EXERCISE
Report each line from the records where the string "Capa" turns up.

═════ DATA EXTRACTS ═════

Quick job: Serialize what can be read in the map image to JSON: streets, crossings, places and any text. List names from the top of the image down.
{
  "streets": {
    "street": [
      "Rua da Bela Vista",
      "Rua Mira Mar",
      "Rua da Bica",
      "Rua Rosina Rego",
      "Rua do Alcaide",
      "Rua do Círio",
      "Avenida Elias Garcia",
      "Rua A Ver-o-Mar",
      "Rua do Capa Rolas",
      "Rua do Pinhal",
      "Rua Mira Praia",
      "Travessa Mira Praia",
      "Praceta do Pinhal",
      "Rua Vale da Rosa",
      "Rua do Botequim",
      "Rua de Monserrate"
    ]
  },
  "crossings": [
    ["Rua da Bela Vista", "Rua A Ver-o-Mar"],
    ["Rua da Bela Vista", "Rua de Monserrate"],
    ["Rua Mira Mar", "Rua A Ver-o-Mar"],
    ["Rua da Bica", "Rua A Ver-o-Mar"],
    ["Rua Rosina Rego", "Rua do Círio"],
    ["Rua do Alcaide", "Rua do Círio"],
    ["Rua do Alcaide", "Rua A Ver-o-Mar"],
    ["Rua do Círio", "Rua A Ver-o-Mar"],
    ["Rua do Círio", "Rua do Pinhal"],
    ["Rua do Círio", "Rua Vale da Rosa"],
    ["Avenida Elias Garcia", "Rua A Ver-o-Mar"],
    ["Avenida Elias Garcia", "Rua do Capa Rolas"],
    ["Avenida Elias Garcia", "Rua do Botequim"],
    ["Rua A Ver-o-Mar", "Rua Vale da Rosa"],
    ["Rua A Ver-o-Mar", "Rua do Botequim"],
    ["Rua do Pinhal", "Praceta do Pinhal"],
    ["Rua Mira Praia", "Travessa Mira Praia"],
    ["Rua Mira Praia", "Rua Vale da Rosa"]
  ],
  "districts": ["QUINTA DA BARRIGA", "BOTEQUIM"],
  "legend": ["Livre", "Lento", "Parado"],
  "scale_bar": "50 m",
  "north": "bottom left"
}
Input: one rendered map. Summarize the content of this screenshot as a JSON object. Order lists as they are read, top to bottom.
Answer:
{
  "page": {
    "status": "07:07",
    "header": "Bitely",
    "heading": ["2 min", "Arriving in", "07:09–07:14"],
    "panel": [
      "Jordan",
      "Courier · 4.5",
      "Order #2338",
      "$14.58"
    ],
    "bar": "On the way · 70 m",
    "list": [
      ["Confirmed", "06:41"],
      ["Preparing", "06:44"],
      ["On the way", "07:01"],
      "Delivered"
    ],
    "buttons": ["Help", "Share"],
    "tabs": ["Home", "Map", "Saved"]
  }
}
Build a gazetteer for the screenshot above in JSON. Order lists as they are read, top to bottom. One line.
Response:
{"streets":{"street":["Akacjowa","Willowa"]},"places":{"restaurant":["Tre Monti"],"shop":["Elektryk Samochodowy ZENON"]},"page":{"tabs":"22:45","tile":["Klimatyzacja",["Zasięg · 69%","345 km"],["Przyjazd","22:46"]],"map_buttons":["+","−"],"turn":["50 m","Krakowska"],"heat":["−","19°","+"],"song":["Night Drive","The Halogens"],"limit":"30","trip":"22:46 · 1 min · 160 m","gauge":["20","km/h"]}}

═════

SOLUTION TO THIS PROBLEM
      "Rua do Capa Rolas",
    ["Avenida Elias Garcia", "Rua do Capa Rolas"],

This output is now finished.